#### DIRECTIONS
Scan the listing below. Copy each line that contains "down".

#### STORED DATA
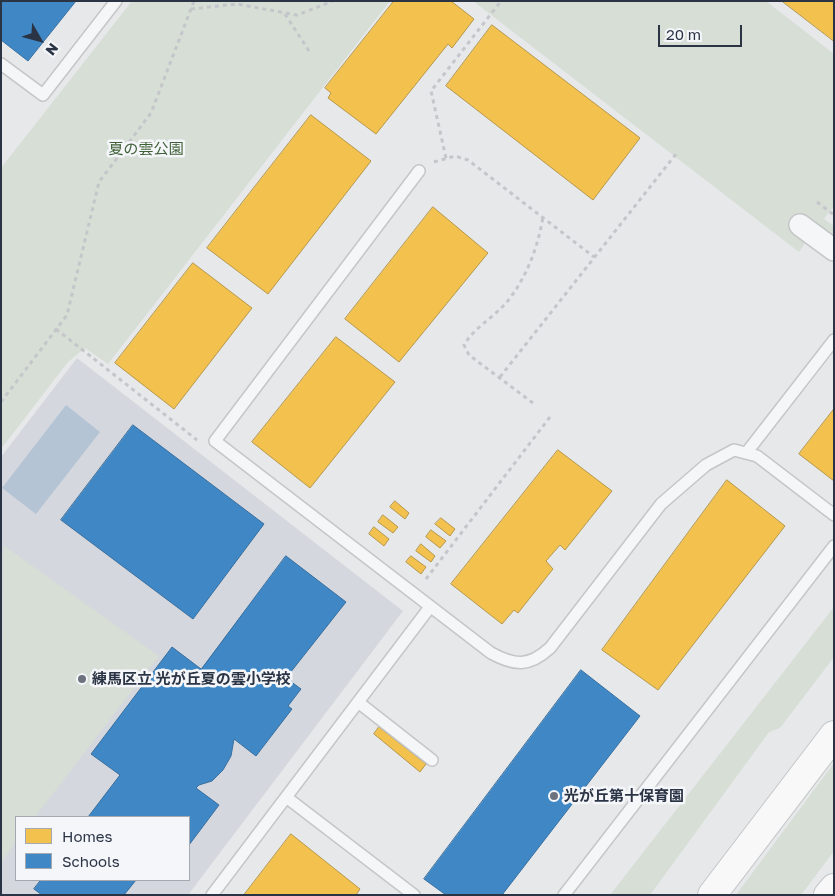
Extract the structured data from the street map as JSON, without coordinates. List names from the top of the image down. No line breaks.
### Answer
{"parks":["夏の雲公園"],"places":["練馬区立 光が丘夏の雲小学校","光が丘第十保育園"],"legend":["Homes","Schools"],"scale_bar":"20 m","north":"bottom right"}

* * *

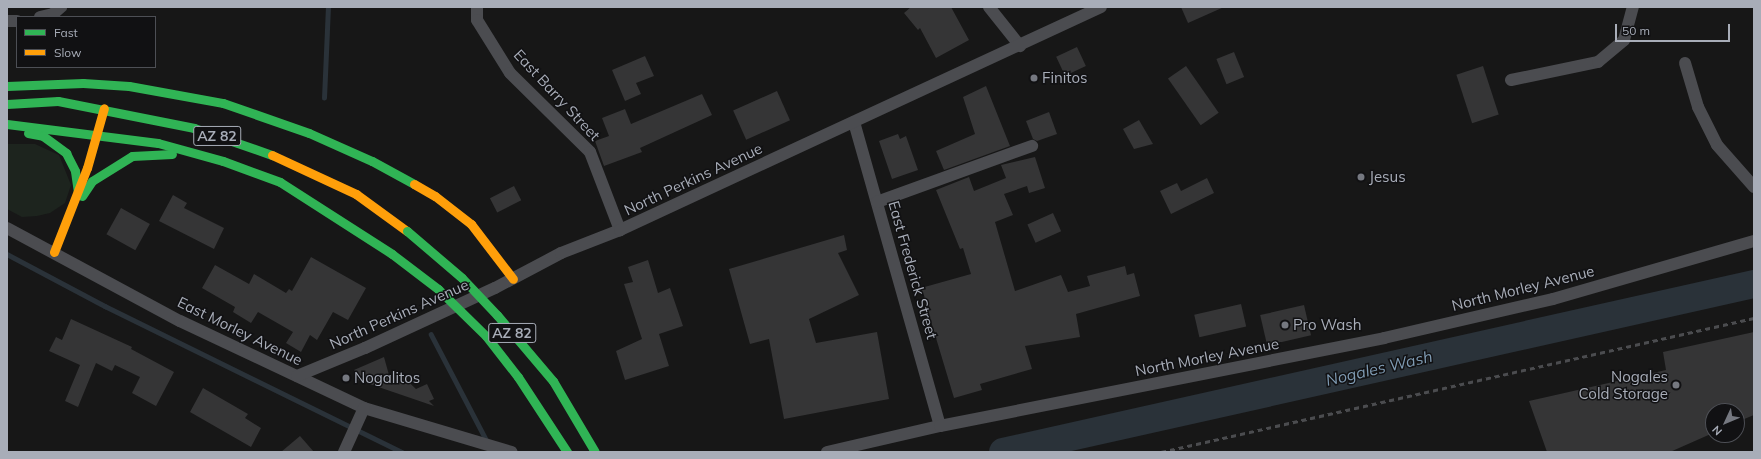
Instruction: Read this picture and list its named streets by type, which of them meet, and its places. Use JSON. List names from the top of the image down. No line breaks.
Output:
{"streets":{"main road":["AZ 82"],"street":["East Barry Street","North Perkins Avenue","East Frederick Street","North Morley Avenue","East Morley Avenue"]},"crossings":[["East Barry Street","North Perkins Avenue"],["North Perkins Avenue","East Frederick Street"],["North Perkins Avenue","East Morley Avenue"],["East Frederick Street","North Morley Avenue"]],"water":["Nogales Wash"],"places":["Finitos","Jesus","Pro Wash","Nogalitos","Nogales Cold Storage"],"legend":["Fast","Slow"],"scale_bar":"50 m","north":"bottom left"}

#### OUTPUT OF THE TASK
Extract the structured data from the street map as JSON, without coordinates. List names from the top of the image down. No line breaks.
Instruction: Read this picture and list its named streets by type, which of them meet, and its places. Use JSON. List names from the top of the image down. No line breaks.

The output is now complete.